2. Run pip install -r requirements-spec.txt.
3. Run pip freeze > requirements-lock.txt to save the updated snapshot of the environment.
You can have a separate requirements-spec-dev.txt for dependencies relevant only to dev environments, e.g. coverage and pylint, but this implies an additional requirements-lock-dev.txt too, and similar duplication of install & freeze commands. Personally, I maintain just one pair of requirements files and just let the dev dependencies get installed even in production deployments, though I do separate the listing of these dev packages in the spec file with a line break and comment. (I am not aware of any risks to the production deployment, and the added disk space usage is acceptable.)
To update all the indirect dependencies at once, you can just delete the current virtual environment, create a fresh one, run pip install -r requirements-spec.txt, and then get a new snapshot with pip freeze > requirements-lock.txt. This should fetch the latest versions of indirect dependencies that still satisfy your direct dependencies’ requirements specifications. The procedure might seem a bit crude, but it’s effective and can be quite fast. Of course this also presumes that testing is done after updating to ensure nothing is broken. In theory, the risk of breakage caused by updates to indirect dependencies is lower than that due to direct dependencies, and the updates to direct dependencies are the ones that should be watched closely and done carefully.
When removing direct dependencies, there might be a need to clean up orphaned indirect dependencies. (This can also happen with updates, when the new package versions drop obsolete dependencies.) For this case, the same process of recreating the virtual environment should work. This should get easier if or when pip gets a function like Debian’s apt autoremove.
Some tools and environments, such as the Cloudflare Pages build system, expect exactly the requirements.txt filename, and hence won’t pick up the list in requirements-lock.txt. For these cases, you can simply create a requirements.txt that only contains “-r requirements-lock.txt”.

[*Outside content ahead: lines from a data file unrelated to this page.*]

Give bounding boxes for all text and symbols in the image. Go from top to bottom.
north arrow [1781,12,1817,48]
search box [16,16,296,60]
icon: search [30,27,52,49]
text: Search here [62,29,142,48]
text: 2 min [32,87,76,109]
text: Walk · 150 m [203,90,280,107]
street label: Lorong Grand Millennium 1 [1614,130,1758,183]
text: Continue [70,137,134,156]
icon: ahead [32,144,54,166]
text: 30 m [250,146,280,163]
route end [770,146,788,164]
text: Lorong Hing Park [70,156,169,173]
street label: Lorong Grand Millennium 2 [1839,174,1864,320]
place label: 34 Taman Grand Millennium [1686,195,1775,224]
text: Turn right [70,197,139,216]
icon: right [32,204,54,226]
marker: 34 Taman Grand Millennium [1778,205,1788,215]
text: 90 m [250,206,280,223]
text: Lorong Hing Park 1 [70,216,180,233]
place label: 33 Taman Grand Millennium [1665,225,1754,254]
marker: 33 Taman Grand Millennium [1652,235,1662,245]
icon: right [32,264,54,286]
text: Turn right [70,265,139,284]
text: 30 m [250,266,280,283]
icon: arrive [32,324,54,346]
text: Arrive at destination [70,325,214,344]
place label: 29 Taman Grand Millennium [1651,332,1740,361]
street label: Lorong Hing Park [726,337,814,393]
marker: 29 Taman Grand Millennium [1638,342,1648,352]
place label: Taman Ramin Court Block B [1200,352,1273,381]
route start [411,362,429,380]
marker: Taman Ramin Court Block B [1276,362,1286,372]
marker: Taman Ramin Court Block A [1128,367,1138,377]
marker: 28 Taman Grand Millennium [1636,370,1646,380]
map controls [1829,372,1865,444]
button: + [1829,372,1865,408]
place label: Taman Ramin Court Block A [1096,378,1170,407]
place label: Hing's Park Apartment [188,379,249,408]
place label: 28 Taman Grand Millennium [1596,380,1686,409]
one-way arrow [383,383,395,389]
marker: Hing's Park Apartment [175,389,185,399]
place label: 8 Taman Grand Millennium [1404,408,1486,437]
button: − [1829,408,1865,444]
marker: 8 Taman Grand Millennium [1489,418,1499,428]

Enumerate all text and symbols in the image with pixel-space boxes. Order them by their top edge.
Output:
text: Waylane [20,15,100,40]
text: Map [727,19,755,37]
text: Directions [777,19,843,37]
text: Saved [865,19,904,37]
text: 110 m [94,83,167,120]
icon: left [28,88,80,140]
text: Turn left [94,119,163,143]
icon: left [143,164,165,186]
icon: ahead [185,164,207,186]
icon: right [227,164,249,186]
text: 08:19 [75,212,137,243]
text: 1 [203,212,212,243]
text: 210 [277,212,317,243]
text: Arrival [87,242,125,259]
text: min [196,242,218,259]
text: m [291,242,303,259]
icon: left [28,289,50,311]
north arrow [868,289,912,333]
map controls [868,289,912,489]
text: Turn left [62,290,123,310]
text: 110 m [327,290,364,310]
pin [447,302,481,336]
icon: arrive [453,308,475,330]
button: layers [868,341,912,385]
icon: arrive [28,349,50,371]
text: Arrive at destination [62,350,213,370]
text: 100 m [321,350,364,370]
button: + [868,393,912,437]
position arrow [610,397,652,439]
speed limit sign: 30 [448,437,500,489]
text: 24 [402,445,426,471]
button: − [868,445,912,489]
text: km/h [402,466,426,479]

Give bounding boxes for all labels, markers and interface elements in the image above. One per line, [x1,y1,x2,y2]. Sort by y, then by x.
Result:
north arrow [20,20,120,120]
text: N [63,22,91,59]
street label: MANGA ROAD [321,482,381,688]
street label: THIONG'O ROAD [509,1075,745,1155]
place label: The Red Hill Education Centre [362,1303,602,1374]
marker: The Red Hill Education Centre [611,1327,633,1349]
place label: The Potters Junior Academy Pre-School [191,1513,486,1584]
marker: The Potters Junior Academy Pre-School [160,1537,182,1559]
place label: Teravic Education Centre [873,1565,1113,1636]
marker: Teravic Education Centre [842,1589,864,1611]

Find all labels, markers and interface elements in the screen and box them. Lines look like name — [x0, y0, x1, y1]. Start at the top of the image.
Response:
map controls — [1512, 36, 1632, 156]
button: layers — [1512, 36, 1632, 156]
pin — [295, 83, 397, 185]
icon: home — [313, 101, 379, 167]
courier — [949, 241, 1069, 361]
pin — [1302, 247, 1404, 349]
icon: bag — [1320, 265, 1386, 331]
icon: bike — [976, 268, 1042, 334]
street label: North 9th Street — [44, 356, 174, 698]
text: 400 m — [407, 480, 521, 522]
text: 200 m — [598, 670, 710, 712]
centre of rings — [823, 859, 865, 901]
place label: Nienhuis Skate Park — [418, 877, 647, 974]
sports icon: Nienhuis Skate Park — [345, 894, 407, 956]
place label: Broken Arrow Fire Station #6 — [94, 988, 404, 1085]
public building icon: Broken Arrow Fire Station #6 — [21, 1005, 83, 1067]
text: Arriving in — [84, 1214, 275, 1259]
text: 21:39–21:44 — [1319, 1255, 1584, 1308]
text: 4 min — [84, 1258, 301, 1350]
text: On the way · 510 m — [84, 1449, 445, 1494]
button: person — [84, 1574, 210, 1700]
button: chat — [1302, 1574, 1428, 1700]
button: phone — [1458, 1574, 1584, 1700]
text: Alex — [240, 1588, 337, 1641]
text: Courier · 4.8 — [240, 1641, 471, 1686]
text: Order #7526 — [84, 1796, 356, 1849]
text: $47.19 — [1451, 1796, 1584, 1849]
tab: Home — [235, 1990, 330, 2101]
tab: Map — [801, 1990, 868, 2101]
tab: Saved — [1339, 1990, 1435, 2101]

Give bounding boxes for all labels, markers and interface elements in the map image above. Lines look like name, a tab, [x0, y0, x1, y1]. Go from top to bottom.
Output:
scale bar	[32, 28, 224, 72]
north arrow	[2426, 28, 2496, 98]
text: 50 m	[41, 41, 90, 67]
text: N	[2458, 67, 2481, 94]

Regarding my “spec” and “lock” filenames preference: I use these instead of Reitz’s requirements-to-freeze.txt + requirements.txt because these are more meaningful. I am usually only concerned with direct dependencies, so the spec file appropriately contains all the packages I normally pay attention to. As for requirements-lock.txt, it’s more instructive than seeing a plain requirements.txt sitting next to the spec file, signalling to devs browsing the project files that I’m employing a different pip workflow.

Why not use Pipenv?

In the original “Better Pip Workflow” blog post, Reitz says “I don’t want another tool in my toolchain; this should be possible with the tools available,” and yet, possibly due to the practical inconveniences I detailed above, he went on to make Pipenv, a now-popular and PyPA-recommended tool for solving the same problems this simple workflow is meant to address—and then some.

That is well and good, and some of those added features should prove valuable for certain projects, perhaps those with large numbers of dependencies. For me, the most compelling selling point is the claimed security benefits of Pipenv’s use of hash-checking. But if one’s threat model does not require such a measure, then the original lightweight workflow might be sufficient for dependency pinning, without the added complexities of introducing yet another tool into the environment.

For many projects, that could truly be the better pip workflow.